A pesquisadora e cientista social Ana Paula Costa, 29, reforça que vários fatores estão na base do preconceito contra as mulheres brasileiras: o colonialismo, a desigualdade de gêneros e a relação do Brasil com suas cidadãs. "Há uma corresponsabilização, o problema não está só em Portugal. O Brasil é um país machista, um país que vendeu, sim, suas mulheres e vende até hoje, por meio de um turismo sexual", diz. Para ela, o fato de o presidente da República, Jair Bolsonaro, dizer que os turistas poderiam ir para o Brasil para ter sexo com as brasileiras reforça o estereótipo de que essas cidadãs, no geral, são putas.

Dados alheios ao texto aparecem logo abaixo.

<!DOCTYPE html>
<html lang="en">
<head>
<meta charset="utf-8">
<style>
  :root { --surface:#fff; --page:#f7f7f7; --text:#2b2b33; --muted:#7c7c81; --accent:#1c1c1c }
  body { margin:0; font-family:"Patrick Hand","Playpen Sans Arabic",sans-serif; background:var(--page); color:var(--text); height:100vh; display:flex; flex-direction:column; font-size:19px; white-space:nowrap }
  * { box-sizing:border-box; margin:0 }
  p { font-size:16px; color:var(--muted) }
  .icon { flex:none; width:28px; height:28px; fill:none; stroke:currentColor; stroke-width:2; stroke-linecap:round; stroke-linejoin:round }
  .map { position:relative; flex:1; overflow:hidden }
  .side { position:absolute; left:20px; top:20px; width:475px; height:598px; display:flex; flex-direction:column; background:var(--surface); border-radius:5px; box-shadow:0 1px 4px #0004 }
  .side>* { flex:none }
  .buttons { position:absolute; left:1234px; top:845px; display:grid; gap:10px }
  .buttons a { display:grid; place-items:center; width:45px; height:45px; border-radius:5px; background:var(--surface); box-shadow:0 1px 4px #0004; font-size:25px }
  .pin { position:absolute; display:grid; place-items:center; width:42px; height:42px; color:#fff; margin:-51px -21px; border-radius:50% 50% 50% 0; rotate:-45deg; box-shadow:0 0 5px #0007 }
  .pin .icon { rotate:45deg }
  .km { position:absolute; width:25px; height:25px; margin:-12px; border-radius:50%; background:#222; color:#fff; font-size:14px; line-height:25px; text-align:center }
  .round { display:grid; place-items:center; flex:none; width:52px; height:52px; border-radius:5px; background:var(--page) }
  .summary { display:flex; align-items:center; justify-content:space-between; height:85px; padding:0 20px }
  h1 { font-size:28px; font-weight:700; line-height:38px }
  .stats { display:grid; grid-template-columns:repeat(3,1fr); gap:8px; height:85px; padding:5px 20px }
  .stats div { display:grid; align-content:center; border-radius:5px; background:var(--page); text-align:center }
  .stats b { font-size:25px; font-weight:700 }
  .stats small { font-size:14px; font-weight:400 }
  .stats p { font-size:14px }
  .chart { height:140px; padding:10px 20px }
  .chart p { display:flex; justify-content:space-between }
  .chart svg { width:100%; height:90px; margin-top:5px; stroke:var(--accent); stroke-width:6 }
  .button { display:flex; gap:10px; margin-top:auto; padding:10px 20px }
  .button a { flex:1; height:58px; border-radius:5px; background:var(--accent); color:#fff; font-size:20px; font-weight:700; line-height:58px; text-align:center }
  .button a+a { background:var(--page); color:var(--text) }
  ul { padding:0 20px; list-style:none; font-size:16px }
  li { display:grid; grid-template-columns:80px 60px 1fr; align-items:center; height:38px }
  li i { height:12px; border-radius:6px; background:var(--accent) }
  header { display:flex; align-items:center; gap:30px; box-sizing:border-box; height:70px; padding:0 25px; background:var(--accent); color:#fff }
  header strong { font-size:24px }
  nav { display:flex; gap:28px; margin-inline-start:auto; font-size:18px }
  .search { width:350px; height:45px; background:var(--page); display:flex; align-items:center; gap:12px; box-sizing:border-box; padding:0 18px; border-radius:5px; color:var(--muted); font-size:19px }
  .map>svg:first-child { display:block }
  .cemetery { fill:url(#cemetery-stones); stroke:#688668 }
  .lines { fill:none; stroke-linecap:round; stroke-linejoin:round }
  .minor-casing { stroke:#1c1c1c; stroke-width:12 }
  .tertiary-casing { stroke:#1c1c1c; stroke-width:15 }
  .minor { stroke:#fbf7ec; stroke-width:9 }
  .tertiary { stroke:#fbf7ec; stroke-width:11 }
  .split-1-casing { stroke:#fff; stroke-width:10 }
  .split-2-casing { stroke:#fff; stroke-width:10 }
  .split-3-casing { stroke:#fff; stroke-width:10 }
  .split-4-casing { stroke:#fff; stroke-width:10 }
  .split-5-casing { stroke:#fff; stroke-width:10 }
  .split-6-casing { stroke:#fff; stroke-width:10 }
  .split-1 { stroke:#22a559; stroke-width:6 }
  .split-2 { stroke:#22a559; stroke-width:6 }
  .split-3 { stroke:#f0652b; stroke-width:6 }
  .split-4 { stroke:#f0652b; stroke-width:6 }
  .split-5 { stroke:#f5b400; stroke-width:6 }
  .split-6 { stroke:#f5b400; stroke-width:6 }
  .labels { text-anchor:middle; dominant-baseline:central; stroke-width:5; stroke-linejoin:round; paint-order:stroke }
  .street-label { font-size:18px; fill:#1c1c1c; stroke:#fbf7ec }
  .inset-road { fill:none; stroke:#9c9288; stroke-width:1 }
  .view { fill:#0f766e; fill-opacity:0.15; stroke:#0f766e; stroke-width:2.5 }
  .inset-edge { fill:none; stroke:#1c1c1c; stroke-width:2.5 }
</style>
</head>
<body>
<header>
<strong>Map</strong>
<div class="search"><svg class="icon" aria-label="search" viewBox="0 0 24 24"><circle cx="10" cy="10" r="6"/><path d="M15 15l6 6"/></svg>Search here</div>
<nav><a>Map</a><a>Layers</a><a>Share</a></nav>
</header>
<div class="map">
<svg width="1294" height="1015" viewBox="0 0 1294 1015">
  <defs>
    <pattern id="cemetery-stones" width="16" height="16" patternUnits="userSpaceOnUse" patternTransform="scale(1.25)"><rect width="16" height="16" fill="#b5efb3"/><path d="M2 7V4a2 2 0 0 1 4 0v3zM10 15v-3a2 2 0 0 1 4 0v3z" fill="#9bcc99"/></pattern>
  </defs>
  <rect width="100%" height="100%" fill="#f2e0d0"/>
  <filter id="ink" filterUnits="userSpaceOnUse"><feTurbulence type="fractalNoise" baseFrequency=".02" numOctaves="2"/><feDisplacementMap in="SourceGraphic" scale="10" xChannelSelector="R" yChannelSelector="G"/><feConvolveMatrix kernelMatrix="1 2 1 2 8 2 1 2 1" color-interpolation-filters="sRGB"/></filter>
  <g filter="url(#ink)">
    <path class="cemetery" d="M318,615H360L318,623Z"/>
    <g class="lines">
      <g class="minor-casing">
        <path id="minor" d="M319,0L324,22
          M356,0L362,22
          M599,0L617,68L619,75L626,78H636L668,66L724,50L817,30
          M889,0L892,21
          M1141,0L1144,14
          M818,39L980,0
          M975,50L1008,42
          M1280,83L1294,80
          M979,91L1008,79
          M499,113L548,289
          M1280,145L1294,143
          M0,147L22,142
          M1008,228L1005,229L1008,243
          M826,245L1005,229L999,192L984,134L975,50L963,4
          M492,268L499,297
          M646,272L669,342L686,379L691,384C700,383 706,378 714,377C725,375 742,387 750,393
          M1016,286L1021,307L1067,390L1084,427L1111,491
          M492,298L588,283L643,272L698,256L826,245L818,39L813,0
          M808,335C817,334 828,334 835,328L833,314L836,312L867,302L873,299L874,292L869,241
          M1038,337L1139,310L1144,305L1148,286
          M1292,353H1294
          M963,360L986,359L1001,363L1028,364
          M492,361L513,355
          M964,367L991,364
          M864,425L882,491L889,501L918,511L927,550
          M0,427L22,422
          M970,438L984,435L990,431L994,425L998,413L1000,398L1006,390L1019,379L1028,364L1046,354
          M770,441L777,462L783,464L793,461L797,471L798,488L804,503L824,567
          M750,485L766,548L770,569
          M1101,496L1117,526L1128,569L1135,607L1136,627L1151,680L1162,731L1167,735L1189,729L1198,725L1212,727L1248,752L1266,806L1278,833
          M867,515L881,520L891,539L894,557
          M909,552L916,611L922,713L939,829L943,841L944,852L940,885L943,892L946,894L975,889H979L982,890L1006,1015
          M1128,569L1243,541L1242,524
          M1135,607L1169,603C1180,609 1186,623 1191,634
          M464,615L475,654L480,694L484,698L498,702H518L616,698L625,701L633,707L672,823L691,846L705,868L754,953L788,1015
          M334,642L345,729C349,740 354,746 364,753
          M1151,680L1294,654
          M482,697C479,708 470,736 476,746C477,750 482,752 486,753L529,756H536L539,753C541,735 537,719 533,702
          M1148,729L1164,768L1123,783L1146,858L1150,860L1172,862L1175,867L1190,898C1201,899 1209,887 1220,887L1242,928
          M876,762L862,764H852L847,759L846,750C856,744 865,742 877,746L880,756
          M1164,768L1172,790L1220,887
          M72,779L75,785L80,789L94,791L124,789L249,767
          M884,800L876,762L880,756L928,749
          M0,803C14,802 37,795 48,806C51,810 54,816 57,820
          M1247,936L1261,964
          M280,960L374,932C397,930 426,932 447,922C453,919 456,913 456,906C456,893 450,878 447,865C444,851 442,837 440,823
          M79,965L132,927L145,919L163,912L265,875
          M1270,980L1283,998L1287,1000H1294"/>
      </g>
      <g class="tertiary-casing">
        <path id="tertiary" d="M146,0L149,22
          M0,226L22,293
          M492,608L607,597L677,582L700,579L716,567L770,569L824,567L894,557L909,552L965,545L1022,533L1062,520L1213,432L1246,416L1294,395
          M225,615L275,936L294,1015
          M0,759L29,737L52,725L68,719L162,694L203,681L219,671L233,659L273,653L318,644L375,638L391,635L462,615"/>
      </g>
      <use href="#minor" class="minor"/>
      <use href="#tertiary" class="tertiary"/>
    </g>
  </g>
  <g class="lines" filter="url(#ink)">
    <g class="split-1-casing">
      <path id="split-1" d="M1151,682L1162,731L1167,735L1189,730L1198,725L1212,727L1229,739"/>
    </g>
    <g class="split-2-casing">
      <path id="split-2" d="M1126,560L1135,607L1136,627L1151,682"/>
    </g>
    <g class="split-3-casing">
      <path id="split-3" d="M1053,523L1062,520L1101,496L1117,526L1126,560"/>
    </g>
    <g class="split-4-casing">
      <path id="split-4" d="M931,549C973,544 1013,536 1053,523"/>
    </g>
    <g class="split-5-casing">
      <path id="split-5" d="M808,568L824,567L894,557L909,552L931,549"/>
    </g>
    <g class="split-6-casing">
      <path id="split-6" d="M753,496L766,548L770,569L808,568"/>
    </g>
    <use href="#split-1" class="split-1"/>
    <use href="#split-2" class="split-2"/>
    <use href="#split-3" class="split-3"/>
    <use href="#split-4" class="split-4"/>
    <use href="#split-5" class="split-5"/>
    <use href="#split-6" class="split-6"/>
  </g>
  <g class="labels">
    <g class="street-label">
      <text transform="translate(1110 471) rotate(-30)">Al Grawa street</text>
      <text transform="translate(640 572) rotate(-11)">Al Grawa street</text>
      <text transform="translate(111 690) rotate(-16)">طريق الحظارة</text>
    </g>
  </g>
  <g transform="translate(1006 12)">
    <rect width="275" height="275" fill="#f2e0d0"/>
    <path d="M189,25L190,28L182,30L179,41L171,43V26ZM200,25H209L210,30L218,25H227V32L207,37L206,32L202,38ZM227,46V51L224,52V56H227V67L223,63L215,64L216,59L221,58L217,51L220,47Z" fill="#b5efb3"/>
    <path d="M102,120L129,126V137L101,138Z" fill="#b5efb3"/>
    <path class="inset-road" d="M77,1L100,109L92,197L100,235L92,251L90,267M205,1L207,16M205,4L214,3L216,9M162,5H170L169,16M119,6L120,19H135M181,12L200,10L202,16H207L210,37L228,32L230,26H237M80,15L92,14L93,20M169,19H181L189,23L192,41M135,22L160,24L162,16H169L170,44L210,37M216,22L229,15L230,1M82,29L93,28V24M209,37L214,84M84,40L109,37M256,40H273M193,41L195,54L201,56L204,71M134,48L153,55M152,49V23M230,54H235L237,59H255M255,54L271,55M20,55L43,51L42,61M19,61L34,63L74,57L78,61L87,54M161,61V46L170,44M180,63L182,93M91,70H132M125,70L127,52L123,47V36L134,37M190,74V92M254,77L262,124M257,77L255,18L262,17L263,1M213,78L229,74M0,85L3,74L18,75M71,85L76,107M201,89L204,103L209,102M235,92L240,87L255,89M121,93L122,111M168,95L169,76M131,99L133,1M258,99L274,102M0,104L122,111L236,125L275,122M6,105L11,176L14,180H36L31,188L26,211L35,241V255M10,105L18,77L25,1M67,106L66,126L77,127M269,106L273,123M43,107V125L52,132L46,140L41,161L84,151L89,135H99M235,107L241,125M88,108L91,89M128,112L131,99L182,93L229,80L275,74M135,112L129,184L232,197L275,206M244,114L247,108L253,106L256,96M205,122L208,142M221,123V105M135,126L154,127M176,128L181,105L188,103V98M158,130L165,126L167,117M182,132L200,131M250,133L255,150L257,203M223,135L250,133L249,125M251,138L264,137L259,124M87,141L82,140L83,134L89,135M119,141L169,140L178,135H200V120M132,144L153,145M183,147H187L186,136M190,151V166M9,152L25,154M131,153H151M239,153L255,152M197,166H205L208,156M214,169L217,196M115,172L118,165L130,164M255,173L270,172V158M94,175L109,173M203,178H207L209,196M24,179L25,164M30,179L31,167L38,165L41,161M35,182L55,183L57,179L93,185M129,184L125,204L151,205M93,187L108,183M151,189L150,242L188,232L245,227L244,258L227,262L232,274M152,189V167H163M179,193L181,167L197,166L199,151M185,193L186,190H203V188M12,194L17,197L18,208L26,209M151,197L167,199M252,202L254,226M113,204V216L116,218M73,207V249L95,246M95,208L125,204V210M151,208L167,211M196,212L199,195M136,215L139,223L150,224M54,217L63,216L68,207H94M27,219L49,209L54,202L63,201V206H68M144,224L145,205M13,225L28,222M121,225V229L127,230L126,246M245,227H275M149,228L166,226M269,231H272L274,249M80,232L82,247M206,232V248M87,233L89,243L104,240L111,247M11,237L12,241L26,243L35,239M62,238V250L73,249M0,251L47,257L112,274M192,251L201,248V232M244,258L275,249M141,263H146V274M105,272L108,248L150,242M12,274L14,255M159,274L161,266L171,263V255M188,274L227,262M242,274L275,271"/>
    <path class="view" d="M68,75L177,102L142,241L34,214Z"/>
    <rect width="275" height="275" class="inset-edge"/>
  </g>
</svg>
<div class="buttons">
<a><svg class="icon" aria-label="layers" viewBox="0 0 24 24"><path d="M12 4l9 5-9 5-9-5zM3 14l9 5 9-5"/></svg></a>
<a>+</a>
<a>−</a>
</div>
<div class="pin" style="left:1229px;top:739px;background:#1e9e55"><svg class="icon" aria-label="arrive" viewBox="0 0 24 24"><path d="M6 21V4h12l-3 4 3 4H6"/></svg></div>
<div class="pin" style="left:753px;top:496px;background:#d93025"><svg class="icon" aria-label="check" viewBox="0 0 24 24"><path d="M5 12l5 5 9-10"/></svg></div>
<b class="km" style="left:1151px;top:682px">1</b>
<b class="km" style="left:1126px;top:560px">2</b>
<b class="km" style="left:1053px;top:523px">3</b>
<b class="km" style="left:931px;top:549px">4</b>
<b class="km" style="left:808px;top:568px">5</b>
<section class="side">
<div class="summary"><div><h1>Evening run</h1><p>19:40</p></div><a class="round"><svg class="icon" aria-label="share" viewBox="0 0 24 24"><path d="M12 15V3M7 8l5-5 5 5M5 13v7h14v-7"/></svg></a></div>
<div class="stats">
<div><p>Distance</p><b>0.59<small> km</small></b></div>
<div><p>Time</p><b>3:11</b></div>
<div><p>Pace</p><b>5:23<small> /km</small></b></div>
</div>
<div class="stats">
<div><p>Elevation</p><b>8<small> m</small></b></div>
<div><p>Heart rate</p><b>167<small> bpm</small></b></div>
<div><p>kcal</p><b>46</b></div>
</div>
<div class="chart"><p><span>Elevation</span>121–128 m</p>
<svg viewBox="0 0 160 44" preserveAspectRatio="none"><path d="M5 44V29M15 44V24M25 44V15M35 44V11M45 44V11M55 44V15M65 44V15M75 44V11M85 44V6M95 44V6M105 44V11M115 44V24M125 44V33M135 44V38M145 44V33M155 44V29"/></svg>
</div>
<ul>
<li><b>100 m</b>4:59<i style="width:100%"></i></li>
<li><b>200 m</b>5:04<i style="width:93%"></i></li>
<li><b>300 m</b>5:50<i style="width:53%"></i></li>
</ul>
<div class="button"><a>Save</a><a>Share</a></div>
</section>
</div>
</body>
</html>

A despeito de todos os avanços, Ana Paula, que é vice-presidente da Casa do Brasil de Lisboa, reconhece que as queixas contra racismo e xenofobia são baixas, porque as pessoas ainda têm medo, sobretudo se estiverem no processo de resolverem a situação administrativa no país. Essas pessoas temem retaliação. Há, também aquelas que não têm forças suficientes para denunciar. Por isso, acredita ela, é tão importante redes de apoio. Como complementa Cyntia de Paula, migrar é um direito, no amor e na dor. "Queremos um mundo sem fronteiras, sem preconceitos."